Chartered And Singapore's Institute Of Microelectronics Collaborate On Advanced Fine-Pitch Packaging Research
The research is based on the 65nm processes developed by Chartered and its joint development partners, IBM, Infineon Technologies and Samsung Electronics Co. In addition to enabling more choices, the Chartered-IME collaboration means designers could potentially benefit from silicon-proven solutions and modeling tools to characterize the impact of fine-pitch package on silicon early in the design development cycle, which should improve manufacturability and back-end-of the-line yield performance.
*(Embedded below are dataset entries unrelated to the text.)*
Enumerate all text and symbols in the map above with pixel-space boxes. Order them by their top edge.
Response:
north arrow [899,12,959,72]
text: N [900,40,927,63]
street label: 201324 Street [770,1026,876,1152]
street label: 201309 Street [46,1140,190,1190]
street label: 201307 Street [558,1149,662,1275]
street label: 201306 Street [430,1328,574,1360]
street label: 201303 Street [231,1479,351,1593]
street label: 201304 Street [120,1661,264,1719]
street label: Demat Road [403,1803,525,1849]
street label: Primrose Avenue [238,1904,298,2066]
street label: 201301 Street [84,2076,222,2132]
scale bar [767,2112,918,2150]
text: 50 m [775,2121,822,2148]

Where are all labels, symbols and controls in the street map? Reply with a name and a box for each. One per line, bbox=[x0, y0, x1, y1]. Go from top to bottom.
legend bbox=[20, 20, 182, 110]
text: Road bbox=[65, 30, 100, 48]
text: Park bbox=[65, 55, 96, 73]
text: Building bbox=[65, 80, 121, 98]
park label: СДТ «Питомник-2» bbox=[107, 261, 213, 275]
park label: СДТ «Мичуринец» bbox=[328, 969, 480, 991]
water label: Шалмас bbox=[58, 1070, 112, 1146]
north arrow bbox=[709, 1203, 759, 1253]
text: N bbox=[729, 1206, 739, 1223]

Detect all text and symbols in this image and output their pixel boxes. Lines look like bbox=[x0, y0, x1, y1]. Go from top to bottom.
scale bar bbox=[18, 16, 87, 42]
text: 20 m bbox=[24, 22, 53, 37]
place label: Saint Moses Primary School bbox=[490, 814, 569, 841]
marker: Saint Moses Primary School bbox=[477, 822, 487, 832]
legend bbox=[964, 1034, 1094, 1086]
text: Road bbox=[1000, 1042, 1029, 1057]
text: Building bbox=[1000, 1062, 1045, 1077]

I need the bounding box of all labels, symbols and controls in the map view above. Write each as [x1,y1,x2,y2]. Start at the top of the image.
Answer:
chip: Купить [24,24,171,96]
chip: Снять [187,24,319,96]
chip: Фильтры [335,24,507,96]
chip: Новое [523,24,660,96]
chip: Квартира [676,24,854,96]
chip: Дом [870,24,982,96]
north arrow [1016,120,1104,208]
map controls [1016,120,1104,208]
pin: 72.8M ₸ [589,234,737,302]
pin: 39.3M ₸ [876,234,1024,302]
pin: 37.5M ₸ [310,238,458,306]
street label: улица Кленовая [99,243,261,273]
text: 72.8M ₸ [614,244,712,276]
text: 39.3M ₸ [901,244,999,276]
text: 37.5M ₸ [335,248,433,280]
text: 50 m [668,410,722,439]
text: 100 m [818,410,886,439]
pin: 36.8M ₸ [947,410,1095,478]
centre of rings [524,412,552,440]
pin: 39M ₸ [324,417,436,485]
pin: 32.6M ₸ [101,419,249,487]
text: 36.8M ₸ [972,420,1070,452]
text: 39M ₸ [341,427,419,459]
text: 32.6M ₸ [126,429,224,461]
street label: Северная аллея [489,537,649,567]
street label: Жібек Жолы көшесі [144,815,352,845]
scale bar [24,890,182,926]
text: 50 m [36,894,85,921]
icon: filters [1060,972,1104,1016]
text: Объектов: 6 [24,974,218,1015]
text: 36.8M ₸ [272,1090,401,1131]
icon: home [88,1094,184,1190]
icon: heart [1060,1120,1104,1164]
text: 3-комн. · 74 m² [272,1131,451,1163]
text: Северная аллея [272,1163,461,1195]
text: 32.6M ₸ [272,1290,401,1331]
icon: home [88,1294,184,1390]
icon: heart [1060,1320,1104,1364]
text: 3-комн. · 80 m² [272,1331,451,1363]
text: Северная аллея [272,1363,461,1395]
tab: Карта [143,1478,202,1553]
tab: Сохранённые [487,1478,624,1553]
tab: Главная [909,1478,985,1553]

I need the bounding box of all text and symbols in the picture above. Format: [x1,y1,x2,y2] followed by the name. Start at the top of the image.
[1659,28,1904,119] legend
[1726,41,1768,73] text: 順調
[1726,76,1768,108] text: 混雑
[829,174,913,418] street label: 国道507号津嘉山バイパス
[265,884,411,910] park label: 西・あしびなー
As the industry places increasing value on high-performance, power-driven system-on-chip products with a large number of input/output signal lines and interconnects, fine-pitch packages will require bump chip pitches below 180 micron. However, there is no manufacturing-worthy fine-pitch packaging solution today due to implementation challenges and the complex interaction between the silicon and packaging technology.
"Our collaboration with IME is aimed at developing industry solutions that give the semiconductor industry a silicon-proven fine-pitch packaging solution," said Dr. Liang-Choo "LC" Hsia, senior vice president of technology development at Chartered. "With the transition to 65nm, companies are realizing that having a successful backend packaging strategy is a key to realizing volume ramp quickly and meeting time-to-market goals. Chartered is committed to being a leader in research and development of solutions that support our customers in realizing superior and reliable results in partnership with a value chain."
To meet technically demanding requirements, the research will utilize a large die, copper/low-k test chip structure that has a fine bump pitch. The work will investigate the package-level reliability and optimize the performance against various fine-pitch packaging technologies. These include high-lead solder bump, copper posts and polymer encapsulation. Additionally, modeling tools will be built to capture the correlation between the fine-pitch packaging technologies and test structure stress levels, integrity and performance. Using the modeling results, the impact of under-bump metallurgy on low-k integrity and the compatibility of underfill materials with low-k structures will also be evaluated and characterized.
"The research collaboration integrates IME's proven expertise in back-end packaging know-how with Chartered's success in advanced copper metallization and low-k dielectric process manufacturing," said Professor Dim-Lee Kwong, Executive Director of IME. "We are excited with the opportunity to work together to resolve one of the industry's most challenging back-end integration challenges and provide our mutual customers with a reliable path from manufacturing to final chip packaging."